§ TASK STATEMENT:
Repeat exactly, and only, the lines of the entries below from the one with "inset:0; background:#eeda9e; transform-origin:0" through the one with "padding:2px 5px; background:#f6f6f2;", both ends included.

(Beginning of DATA PROVIDED)

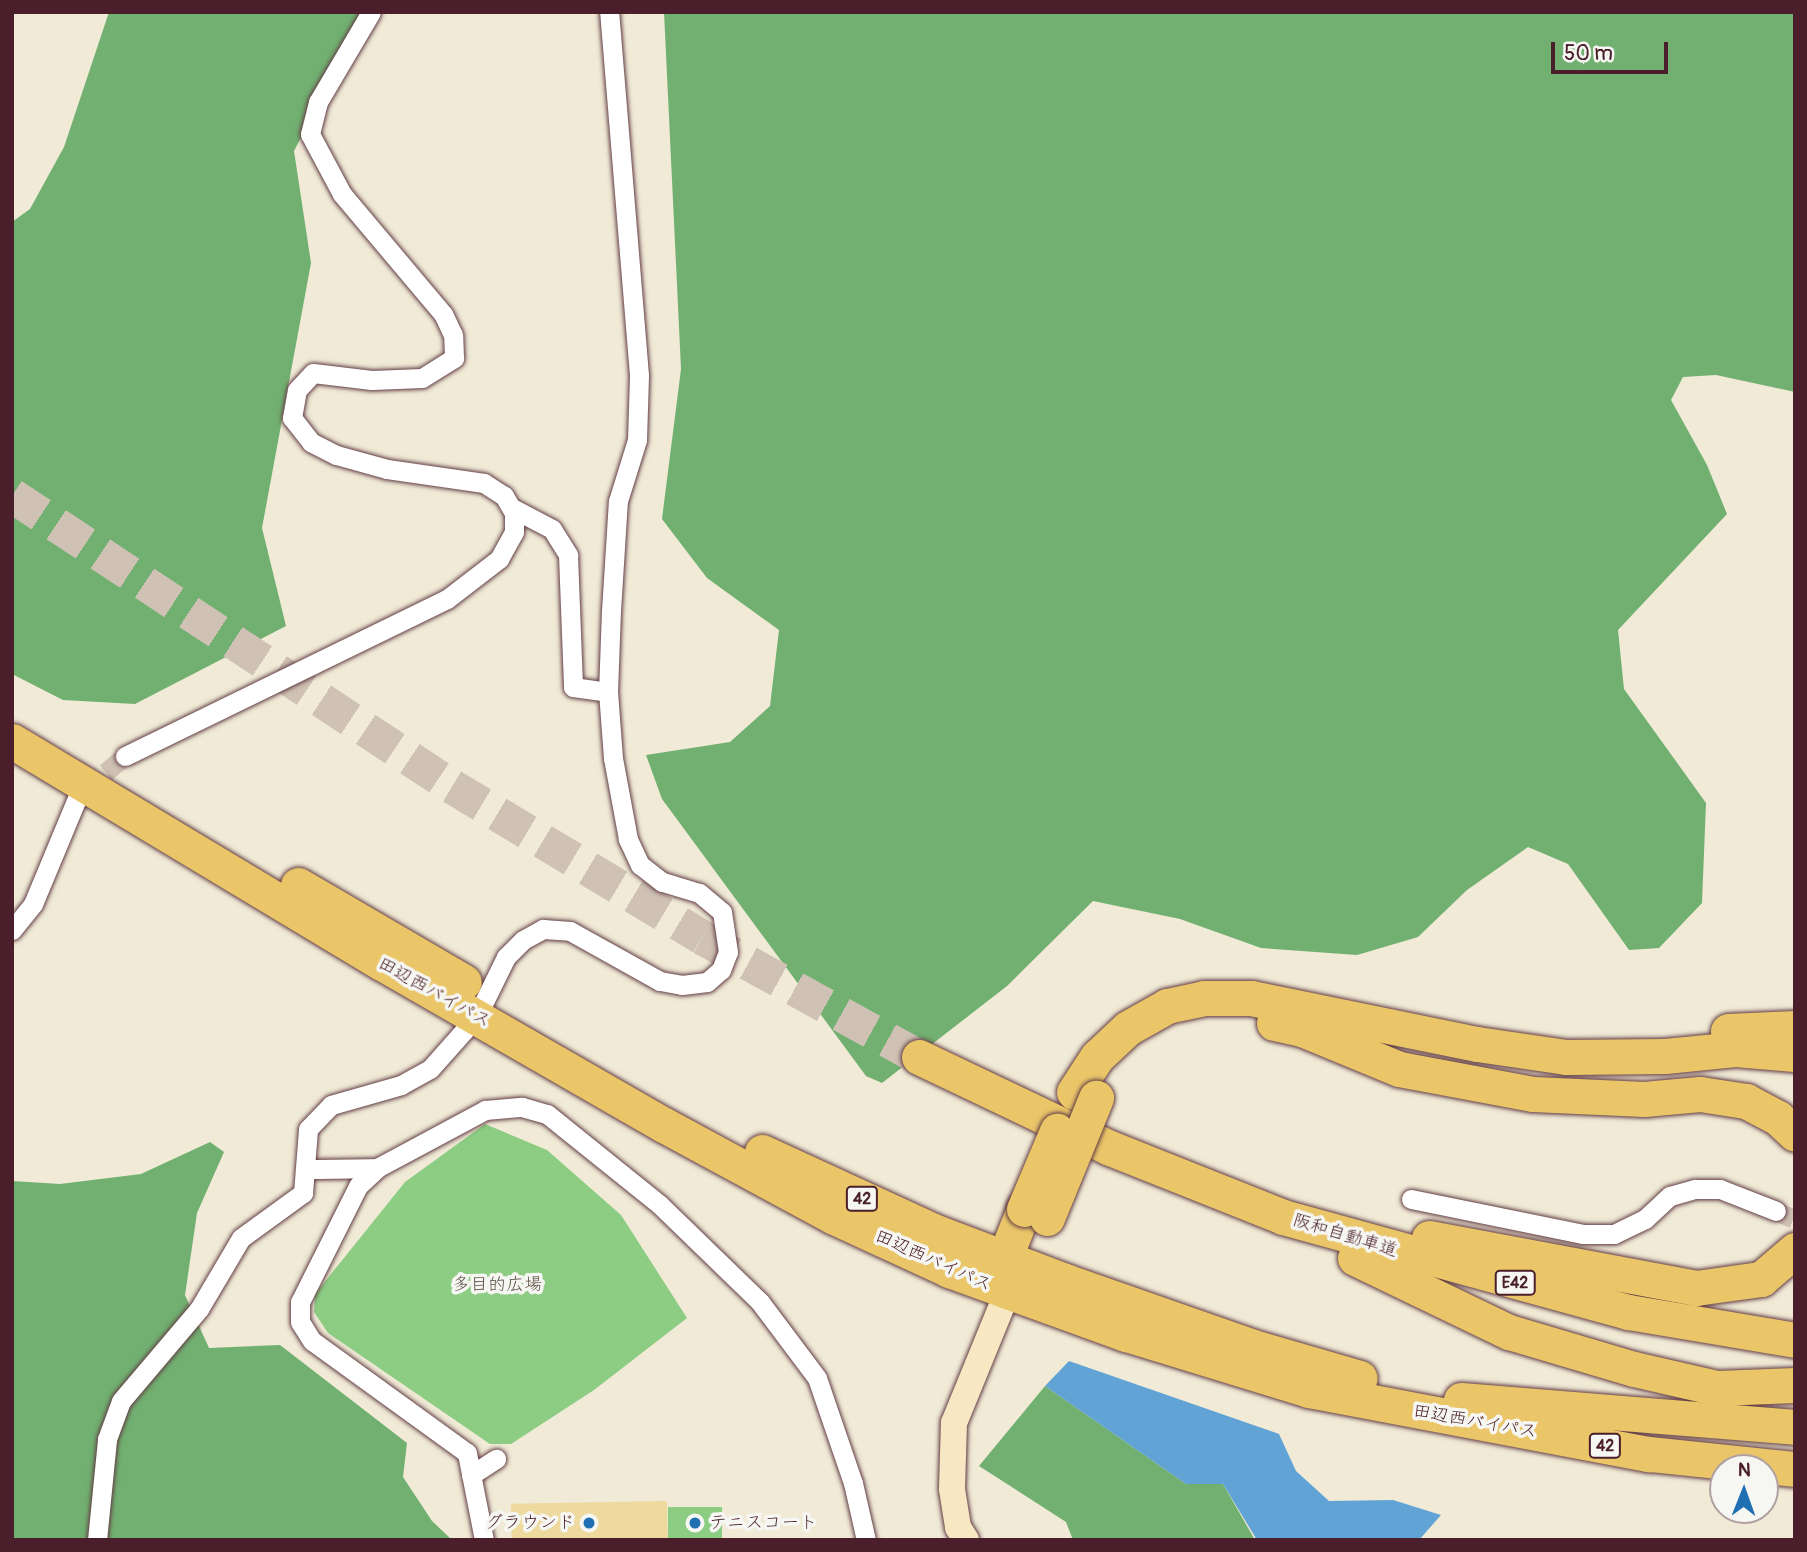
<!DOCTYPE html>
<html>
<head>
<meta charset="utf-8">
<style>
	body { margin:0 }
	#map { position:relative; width:1807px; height:1552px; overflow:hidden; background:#f0ead6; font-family:Pangolin,"Klee One",sans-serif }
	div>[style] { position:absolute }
	.green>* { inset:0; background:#8ccc83; transform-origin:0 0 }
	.forest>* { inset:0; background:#71b071 }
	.sand>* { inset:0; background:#eeda9e; transform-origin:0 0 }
	.water>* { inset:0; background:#61a3d5 }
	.street-tunnel>* { height:19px; margin-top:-9.5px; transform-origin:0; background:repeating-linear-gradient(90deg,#cfc1b4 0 19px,transparent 0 29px) }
	.highway-tunnel>* { height:35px; margin-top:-17.5px; transform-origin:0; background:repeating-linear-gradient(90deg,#cfc1b4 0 35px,transparent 0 53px) }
	.roads { filter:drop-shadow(0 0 2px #633d45) drop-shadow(0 0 2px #633d45) }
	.street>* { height:19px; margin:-9.5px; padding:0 9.5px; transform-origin:9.5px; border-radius:9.5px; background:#fff }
	.secondary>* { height:26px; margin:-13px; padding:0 13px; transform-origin:13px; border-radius:13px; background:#f7e8c3 }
	.highway>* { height:35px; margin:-17.5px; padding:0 17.5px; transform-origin:17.5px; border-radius:17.5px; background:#eac669 }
	.bridges { filter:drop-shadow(0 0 2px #633d45) drop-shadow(0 0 2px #633d45) }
	.highway-bridge>* { height:35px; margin:-17.5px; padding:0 17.5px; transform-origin:17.5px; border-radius:17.5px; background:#eac669 }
	.dots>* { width:19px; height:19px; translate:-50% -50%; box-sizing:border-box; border:4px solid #f6f6f2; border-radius:50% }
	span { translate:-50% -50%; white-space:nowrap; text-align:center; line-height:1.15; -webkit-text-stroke:7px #f6f6f2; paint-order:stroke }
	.shield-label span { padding:2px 5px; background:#f6f6f2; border:2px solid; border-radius:5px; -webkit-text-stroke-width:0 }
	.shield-label { font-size:16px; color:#4a1f2b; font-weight:700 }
	.street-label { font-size:18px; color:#4a1f2b }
	.park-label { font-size:18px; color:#5e5345 }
	.poi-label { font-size:18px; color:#4a1f2b }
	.right { translate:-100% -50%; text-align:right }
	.left { translate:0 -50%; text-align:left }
	.frame { position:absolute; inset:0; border:14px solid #4a1f2b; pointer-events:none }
	.north { position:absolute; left:1709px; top:1454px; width:70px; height:70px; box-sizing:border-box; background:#f6f6f2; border:2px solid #b1a0a2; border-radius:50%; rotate:1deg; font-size:19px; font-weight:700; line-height:28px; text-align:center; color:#4a1f2b }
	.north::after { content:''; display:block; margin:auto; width:24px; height:32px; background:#1f6fb2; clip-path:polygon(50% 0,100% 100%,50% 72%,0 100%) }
	.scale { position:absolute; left:1551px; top:42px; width:117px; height:32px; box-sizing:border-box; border:4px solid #4a1f2b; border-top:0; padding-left:9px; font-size:21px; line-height:24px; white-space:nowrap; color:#4a1f2b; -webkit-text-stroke:5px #f6f6f2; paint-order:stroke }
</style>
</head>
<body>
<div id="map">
	<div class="green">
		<i style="clip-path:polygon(485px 1124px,547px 1150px,621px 1215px,687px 1318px,594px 1390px,511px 1444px,490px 1444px,328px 1333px,314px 1312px,315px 1294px,405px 1182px)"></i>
		<i style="left:668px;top:1507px;width:54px;height:33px"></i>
	</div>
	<div class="forest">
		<i style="clip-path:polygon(109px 12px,366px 12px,294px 151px,311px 263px,262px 528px,286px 626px,135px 704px,63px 700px,12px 674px,12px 222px,30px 209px,64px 147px)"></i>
		<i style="clip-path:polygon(664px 12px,1795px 12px,1795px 392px,1716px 375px,1683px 377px,1671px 400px,1707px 465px,1727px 514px,1618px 630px,1624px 689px,1706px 803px,1702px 903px,1659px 948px,1629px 950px,1568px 864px,1528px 847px,1467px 890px,1418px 937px,1357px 955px,1261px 948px,1180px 919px,1093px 901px,1007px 986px,882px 1083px,866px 1076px,662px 799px,646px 755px,730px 742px,770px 706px,779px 630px,707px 578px,662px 519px,681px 369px)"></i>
		<i style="clip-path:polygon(210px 1142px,224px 1152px,197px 1213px,185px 1295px,209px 1348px,280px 1345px,407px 1443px,403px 1477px,432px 1521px,452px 1540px,14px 1540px,12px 1181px,60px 1184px,141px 1174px)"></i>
		<i style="clip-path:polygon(1045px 1386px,1186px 1484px,1223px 1484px,1255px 1540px,1073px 1540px,1066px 1522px,979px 1466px)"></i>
	</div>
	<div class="sand">
		<i style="left:667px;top:1501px;width:39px;height:156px;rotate:89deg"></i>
	</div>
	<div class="water">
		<i style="clip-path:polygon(1069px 1361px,1279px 1434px,1296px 1471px,1329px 1501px,1393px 1500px,1441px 1515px,1419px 1540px,1257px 1540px,1223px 1484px,1186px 1484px,1045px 1386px)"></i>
	</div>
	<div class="street-tunnel">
		<i style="left:84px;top:791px;width:54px;rotate:-40.5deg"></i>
		<i style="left:1776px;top:1211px;width:21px;rotate:23deg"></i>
	</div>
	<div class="highway-tunnel">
		<i style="left:12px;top:495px;width:528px;rotate:33.48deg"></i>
		<i style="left:452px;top:786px;width:292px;rotate:31.1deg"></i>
		<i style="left:702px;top:937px;width:248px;rotate:28.9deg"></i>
	</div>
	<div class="roads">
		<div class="street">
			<i style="left:512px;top:508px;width:45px;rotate:27.7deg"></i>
			<i style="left:552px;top:529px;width:31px;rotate:58deg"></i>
			<i style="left:568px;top:555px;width:132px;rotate:87.8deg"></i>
			<i style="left:573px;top:687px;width:35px;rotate:8deg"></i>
			<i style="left:125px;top:756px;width:358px;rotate:-26deg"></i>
			<i style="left:447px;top:599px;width:66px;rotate:-37.6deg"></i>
			<i style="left:499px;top:559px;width:31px;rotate:-61deg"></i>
			<i style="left:514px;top:532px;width:19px;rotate:-90deg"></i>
			<i style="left:514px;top:513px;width:20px;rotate:-120deg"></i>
			<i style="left:504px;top:496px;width:24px;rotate:-147deg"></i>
			<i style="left:484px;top:483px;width:98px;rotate:-171.8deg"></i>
			<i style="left:387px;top:469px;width:53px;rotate:-164.6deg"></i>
			<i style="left:336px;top:455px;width:28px;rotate:-153deg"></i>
			<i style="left:311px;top:442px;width:31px;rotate:-128deg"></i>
			<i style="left:292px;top:418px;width:28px;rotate:-80deg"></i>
			<i style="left:297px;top:390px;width:23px;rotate:-47deg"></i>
			<i style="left:313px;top:373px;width:59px;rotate:6.8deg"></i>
			<i style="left:372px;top:380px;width:50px;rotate:-2.3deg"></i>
			<i style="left:422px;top:378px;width:38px;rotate:-32deg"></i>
			<i style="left:454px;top:358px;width:23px;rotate:-92deg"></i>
			<i style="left:453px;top:335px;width:23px;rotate:-115deg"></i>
			<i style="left:443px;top:314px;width:157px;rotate:-130.1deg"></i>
			<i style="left:342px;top:194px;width:68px;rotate:-118.1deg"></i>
			<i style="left:310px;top:134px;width:33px;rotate:-76deg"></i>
			<i style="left:318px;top:102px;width:104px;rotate:-59.5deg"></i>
			<i style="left:12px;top:930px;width:33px;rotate:-51deg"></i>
			<i style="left:33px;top:904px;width:117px;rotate:-67.4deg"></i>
			<i style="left:308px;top:1169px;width:69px;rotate:-0.8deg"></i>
			<i style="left:1411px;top:1199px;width:176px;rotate:11.5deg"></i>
			<i style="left:1583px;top:1234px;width:31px"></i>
			<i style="left:1614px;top:1234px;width:34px;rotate:-26deg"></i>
			<i style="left:1645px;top:1219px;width:34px;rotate:-43deg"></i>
			<i style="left:1670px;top:1196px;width:26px;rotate:-16deg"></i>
			<i style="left:1695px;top:1189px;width:25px"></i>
			<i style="left:1720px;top:1189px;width:60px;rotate:21.4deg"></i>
			<i style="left:471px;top:1475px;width:30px;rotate:-33deg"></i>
			<i style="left:97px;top:1540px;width:101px;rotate:-84.3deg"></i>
			<i style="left:107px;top:1439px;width:40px;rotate:-69.8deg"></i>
			<i style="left:121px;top:1401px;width:121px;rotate:-49.7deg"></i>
			<i style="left:199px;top:1309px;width:82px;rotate:-59.4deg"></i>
			<i style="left:241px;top:1238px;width:77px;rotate:-36deg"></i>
			<i style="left:303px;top:1193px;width:64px;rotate:-85.5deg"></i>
			<i style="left:308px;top:1129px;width:33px;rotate:-46deg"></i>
			<i style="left:331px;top:1105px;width:73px;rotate:-15.9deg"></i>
			<i style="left:401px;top:1085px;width:33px;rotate:-29deg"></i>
			<i style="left:430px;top:1069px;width:71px;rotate:-48.4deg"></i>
			<i style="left:477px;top:1016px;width:66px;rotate:-63.8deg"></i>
			<i style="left:506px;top:957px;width:24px;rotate:-45deg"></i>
			<i style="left:523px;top:940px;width:23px;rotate:-29deg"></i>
			<i style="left:543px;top:929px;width:27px;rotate:4deg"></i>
			<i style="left:570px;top:931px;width:103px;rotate:29.1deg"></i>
			<i style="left:660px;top:981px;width:22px;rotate:10deg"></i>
			<i style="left:682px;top:985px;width:25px;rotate:-7deg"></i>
			<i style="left:707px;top:982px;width:18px;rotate:-41deg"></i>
			<i style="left:721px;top:970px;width:19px;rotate:-69deg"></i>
			<i style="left:728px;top:952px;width:40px;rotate:-98.5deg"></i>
			<i style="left:722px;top:912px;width:30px;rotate:-140deg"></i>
			<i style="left:699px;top:893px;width:39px;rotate:-163deg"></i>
			<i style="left:662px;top:882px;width:28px;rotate:-142deg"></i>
			<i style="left:640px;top:865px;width:29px;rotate:-115deg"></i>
			<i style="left:628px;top:839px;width:82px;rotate:-100.5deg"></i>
			<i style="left:613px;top:758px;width:66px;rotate:-94.3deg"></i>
			<i style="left:608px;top:692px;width:81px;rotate:-87.9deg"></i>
			<i style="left:611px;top:611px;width:110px;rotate:-86.4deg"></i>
			<i style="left:618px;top:501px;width:64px;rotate:-72.7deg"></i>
			<i style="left:637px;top:440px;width:65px;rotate:-88.2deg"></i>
			<i style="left:639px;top:375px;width:364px;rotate:-94.7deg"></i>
			<i style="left:484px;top:1540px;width:89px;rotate:-101.1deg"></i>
			<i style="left:467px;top:1453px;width:191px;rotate:-144.1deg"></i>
			<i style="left:312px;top:1341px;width:22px;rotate:-122deg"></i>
			<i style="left:300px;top:1322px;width:20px;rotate:-90deg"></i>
			<i style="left:300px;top:1302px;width:130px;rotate:-63.4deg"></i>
			<i style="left:358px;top:1186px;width:26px;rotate:-43deg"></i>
			<i style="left:377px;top:1168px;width:123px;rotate:-28.2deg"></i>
			<i style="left:485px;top:1110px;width:37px;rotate:-5deg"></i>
			<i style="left:522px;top:1107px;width:26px;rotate:16deg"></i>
			<i style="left:547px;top:1114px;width:145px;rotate:38.8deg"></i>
			<i style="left:660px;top:1205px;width:139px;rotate:44.1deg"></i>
			<i style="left:760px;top:1302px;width:95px;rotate:53.1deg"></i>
			<i style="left:817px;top:1378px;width:111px;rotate:71.1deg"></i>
			<i style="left:853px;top:1483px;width:58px;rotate:77.2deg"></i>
		</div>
		<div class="secondary">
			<i style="left:966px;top:1540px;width:15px;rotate:-122deg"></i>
			<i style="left:958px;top:1527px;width:38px;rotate:-99deg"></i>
			<i style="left:952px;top:1489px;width:66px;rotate:-88.3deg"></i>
			<i style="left:954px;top:1423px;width:140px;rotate:-67.8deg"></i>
		</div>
		<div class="highway">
			<i style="left:12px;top:741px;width:431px;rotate:31deg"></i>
			<i style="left:382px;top:963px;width:325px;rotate:29.9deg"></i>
			<i style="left:664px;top:1125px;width:193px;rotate:28.4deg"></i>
			<i style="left:834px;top:1217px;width:127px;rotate:24.7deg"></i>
			<i style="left:949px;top:1270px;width:188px;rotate:19.9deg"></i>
			<i style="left:1126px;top:1334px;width:191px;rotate:17deg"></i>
			<i style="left:1309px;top:1390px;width:346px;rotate:10.7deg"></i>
			<i style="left:1649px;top:1454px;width:147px;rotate:5.9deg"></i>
			<i style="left:298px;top:885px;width:192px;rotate:30.3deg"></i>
			<i style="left:1274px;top:1023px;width:29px;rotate:12deg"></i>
			<i style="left:1302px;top:1029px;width:105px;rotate:22.4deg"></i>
			<i style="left:1399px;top:1069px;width:136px;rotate:10.6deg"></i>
			<i style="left:1533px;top:1094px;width:111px;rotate:2.6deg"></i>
			<i style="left:1644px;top:1099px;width:56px;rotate:-5.1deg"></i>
			<i style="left:1700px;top:1094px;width:47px;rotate:8.7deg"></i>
			<i style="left:1746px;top:1101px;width:36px;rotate:28deg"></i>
			<i style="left:1778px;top:1118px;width:23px;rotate:43deg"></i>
			<i style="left:1728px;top:1031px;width:67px;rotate:-2.6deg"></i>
			<i style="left:919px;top:1057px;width:212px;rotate:25.5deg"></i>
			<i style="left:1110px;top:1148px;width:186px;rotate:21.7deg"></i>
			<i style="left:1283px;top:1217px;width:358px;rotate:15.4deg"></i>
			<i style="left:1628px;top:1312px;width:169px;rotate:9.5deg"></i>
			<i style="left:1074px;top:1092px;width:42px;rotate:-56.7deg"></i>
			<i style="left:1097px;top:1057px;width:42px;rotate:-43.1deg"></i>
			<i style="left:1128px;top:1028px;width:45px;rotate:-29.4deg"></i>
			<i style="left:1167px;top:1006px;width:38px;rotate:-12deg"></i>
			<i style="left:1204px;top:998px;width:47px"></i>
			<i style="left:1251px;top:998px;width:231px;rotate:11.5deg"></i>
			<i style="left:1477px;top:1044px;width:90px;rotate:8.3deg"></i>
			<i style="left:1566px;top:1057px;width:99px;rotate:-0.6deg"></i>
			<i style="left:1665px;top:1056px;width:70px;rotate:-5.7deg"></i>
			<i style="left:1735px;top:1049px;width:60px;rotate:4.8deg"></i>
			<i style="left:762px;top:1152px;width:192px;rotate:24.7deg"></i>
			<i style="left:936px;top:1232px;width:138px;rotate:20.8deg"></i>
			<i style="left:1065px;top:1281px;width:199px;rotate:19.3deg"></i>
			<i style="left:1253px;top:1347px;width:111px;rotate:16.2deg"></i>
			<i style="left:1429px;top:1238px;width:272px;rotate:10.6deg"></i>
			<i style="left:1696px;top:1288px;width:66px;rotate:-7.9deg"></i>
			<i style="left:1761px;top:1279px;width:45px;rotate:-40.5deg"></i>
			<i style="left:1355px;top:1258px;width:171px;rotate:25.7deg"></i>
			<i style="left:1509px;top:1332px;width:130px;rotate:16.5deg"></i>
			<i style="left:1634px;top:1369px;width:85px;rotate:12.9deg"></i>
			<i style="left:1717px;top:1388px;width:78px;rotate:-2.2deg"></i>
			<i style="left:1006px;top:1279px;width:22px;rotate:-93deg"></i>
			<i style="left:1005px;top:1257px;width:52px;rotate:-68.4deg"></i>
			<i style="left:1461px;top:1400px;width:335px;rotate:4.6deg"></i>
		</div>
	</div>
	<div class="bridges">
		<div class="highway-bridge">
			<i style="left:1024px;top:1209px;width:85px;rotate:-67.1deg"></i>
			<i style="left:1047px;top:1218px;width:130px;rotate:-67.8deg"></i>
		</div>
	</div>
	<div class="dots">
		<i style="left:589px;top:1523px;background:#1f6fb2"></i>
		<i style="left:695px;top:1523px;background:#1f6fb2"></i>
	</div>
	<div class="shield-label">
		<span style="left:862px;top:1199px">42</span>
		<span style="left:1515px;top:1283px">E42</span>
		<span style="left:1605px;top:1446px">42</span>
	</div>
	<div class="street-label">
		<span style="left:434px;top:993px;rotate:29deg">田辺西バイパス</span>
		<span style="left:1345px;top:1236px;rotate:17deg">阪和自動車道</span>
		<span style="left:933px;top:1261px;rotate:24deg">田辺西バイパス</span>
		<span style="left:1475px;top:1422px;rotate:10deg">田辺西バイパス</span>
	</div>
	<div class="park-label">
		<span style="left:497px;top:1285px">多目的広場</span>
	</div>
	<div class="poi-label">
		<span class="right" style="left:575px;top:1523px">グラウンド</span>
		<span class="left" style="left:709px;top:1523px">テニスコート</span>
	</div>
	<div class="frame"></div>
	<div class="north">N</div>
	<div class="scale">50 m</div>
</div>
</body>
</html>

(End of DATA PROVIDED)

§ COMPLETED EXERCISE:
	.sand>* { inset:0; background:#eeda9e; transform-origin:0 0 }
	.water>* { inset:0; background:#61a3d5 }
	.street-tunnel>* { height:19px; margin-top:-9.5px; transform-origin:0; background:repeating-linear-gradient(90deg,#cfc1b4 0 19px,transparent 0 29px) }
	.highway-tunnel>* { height:35px; margin-top:-17.5px; transform-origin:0; background:repeating-linear-gradient(90deg,#cfc1b4 0 35px,transparent 0 53px) }
	.roads { filter:drop-shadow(0 0 2px #633d45) drop-shadow(0 0 2px #633d45) }
	.street>* { height:19px; margin:-9.5px; padding:0 9.5px; transform-origin:9.5px; border-radius:9.5px; background:#fff }
	.secondary>* { height:26px; margin:-13px; padding:0 13px; transform-origin:13px; border-radius:13px; background:#f7e8c3 }
	.highway>* { height:35px; margin:-17.5px; padding:0 17.5px; transform-origin:17.5px; border-radius:17.5px; background:#eac669 }
	.bridges { filter:drop-shadow(0 0 2px #633d45) drop-shadow(0 0 2px #633d45) }
	.highway-bridge>* { height:35px; margin:-17.5px; padding:0 17.5px; transform-origin:17.5px; border-radius:17.5px; background:#eac669 }
	.dots>* { width:19px; height:19px; translate:-50% -50%; box-sizing:border-box; border:4px solid #f6f6f2; border-radius:50% }
	span { translate:-50% -50%; white-space:nowrap; text-align:center; line-height:1.15; -webkit-text-stroke:7px #f6f6f2; paint-order:stroke }
	.shield-label span { padding:2px 5px; background:#f6f6f2; border:2px solid; border-radius:5px; -webkit-text-stroke-width:0 }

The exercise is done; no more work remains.